There were other crucial differences. For one thing, unlike the clubs, the HL had a project beyond reinforcing privilege and networking; this was to put out a magazine, however desultorily. For another, it had different role models. “You felt connected to the culture of satire, to people who did pranks and wrote funny things,” Gabel said. “On the high culture side, you were connected to literary people like Santayana.” These connections were more than in the mind. Chris Cerf was already an editor at Random House. Weidman’s father, Jerome, was a playwright and New Yorker contributor, and Gabel’s mother, Arlene Francis, had joined Cerf’s father on the panel of a popular television quiz show called What’s My Line?


Where the HL diverged most noticeably from the clubs was, by 1965, in the ethnic background of the membership. Several of the ’60s ’Poonies had been non-Protestant preppies, an experience that informed the insider-outsider perspective characteristic that would come to define the National Lampoon. “We were almost all Jewish and Catholic,” said Conn Nugent, another late-60s recruit to the HL. “It was a real urban melting pot—very New York influenced. Some members’ parents were actually Democrats.”

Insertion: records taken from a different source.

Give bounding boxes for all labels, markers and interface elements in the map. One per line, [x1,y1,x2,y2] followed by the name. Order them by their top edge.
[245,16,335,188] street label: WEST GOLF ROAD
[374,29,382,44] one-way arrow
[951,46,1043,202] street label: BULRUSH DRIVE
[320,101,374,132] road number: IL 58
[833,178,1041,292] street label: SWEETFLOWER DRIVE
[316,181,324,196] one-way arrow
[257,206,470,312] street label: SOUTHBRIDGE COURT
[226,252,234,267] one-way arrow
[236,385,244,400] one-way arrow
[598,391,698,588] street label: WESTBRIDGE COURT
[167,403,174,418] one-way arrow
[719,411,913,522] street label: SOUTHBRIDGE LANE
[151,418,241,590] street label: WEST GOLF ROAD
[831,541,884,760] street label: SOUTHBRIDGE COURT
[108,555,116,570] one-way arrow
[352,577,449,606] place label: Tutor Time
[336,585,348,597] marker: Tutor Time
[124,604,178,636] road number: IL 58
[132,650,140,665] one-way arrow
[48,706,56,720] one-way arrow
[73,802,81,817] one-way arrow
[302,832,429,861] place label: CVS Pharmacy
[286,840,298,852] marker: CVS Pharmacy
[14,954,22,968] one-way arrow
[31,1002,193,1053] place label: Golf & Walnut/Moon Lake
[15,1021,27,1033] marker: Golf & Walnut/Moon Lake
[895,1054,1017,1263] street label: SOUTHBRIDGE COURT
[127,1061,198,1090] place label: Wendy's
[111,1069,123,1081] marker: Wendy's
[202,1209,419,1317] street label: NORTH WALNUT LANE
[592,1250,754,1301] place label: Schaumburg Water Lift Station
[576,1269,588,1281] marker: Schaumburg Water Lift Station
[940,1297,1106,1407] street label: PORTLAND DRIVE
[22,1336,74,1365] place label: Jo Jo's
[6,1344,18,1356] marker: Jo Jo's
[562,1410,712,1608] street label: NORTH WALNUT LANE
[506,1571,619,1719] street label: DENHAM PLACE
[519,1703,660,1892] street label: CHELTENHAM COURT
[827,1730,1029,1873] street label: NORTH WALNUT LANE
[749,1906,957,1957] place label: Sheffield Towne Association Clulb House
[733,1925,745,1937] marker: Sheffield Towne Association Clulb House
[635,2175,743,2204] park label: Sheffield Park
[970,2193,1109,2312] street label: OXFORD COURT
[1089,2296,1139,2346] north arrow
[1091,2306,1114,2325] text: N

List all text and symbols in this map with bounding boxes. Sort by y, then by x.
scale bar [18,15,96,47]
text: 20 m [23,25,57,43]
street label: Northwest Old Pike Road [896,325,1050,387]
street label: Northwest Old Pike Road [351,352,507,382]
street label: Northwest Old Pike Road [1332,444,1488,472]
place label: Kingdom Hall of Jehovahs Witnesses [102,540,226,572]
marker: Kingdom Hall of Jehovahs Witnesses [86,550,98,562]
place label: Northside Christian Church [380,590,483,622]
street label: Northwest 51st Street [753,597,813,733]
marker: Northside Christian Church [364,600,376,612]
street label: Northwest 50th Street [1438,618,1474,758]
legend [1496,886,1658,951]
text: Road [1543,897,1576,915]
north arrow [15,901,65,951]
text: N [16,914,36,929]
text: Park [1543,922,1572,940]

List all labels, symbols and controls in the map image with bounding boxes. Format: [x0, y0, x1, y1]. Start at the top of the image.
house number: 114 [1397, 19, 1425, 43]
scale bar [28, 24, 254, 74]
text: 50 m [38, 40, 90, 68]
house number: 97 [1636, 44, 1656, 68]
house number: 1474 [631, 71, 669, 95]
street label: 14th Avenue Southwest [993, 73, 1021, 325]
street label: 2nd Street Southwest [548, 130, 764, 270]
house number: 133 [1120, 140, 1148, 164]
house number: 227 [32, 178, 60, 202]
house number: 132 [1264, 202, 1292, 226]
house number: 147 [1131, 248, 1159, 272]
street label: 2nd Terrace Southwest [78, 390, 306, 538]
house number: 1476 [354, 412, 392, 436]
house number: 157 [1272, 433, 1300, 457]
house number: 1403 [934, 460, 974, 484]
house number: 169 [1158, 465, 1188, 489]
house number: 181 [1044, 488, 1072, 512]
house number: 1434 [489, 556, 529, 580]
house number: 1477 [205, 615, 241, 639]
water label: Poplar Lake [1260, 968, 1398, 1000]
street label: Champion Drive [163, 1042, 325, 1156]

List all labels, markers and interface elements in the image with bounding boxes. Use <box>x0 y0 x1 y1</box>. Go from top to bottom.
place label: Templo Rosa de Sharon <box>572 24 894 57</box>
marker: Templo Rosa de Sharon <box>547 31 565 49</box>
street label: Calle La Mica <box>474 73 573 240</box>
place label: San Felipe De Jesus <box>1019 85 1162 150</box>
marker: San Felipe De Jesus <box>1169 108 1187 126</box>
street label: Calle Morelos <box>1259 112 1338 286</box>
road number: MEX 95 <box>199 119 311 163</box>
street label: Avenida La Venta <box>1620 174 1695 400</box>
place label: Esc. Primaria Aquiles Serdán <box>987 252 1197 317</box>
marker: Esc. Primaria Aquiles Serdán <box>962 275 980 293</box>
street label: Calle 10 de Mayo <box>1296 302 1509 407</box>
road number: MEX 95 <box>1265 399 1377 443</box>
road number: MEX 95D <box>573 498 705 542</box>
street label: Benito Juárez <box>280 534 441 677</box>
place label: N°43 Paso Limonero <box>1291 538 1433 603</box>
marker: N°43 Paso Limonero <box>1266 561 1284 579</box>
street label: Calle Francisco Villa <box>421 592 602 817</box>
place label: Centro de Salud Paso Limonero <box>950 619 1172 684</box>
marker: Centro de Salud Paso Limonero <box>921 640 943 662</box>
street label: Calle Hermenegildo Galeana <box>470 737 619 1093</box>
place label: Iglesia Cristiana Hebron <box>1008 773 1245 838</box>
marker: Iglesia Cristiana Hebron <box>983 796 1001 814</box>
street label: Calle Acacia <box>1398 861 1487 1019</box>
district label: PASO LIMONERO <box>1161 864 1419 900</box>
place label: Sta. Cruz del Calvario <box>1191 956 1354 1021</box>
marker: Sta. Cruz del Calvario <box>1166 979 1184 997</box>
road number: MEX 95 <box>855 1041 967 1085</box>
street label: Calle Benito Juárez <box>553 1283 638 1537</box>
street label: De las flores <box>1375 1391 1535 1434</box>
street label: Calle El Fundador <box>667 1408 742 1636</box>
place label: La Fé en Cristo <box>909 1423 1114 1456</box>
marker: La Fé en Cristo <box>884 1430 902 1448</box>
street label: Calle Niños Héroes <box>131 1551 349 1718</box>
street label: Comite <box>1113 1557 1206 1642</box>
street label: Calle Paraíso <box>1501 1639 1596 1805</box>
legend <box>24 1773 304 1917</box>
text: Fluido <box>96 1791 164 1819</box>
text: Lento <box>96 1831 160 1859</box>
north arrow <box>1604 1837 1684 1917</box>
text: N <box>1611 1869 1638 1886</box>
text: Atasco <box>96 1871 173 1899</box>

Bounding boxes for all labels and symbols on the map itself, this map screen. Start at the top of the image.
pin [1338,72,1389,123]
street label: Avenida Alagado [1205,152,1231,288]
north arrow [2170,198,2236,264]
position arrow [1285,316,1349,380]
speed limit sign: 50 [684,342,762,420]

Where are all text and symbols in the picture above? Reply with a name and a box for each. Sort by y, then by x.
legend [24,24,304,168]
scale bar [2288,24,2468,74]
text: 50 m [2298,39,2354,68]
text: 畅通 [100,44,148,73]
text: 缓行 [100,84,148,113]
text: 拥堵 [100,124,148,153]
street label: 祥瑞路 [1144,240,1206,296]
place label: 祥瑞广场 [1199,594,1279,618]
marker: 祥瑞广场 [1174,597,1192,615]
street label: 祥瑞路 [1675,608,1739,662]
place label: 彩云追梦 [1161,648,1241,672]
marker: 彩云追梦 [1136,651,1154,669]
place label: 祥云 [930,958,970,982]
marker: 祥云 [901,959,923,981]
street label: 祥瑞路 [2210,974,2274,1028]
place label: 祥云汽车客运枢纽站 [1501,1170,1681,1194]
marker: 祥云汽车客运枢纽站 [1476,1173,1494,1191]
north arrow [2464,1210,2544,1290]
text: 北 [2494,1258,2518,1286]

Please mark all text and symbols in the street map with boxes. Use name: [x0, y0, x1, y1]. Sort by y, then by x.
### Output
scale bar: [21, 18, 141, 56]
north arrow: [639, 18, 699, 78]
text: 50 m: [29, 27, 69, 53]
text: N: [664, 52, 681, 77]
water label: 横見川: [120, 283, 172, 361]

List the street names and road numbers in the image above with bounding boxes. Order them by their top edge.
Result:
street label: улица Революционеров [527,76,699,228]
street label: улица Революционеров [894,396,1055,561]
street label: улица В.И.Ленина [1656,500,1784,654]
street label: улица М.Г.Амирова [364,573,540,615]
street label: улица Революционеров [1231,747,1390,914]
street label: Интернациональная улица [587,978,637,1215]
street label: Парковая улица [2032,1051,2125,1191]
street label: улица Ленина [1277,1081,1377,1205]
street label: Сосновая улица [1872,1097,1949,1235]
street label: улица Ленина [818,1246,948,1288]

These distinctions loomed in the mind of Doug Kenney, a clever sophomore from Ohio who gave little indication of becoming one of the guiding forces behind the National Lampoon when he joined in the spring of ’65. The subject of preppies propelled Kenney’s HL debut, a parody musical libretto called Backside Story (the movie version of West Side Story having swept the previous year’s Oscars), which chronicles the ongoing feud between the Preps and the Townies. It kicks off with Kenney’s version of “When You’re a Jet,” as the Preps enter singing, “When you’re a prep, you’re a prep through and through / From your Brooks Brothers suit / To your Bass Wee-Jun shoes.”


While Kenney may have arrived at Harvard prepped out to the max, that doesn’t mean he was quite the real thing. According to Nugent, both he and Kenney were “Irish Catholics from social-climbing families who went to prep schools generally considered mediocre.” But Kenney’s pose was hardly seamless: “Doug could go out and buy a white linen suit and get his hair cut and look as preppy as anyone I’d ever known,” a friend said, but, while Kenney might buy white linen suits, “then he’d sleep in them.” Moreover, Kenney was hardly alone. “We all assumed the preppy persona in and out,” Nugent recalled. “The Harvard Lampoon was a place where one developed one’s poses—preppy, hippie, social activist, literary type—and sometimes they ran amok. We simultaneously thought that we were great stuff and that our essential fraudulent postures would be found out.”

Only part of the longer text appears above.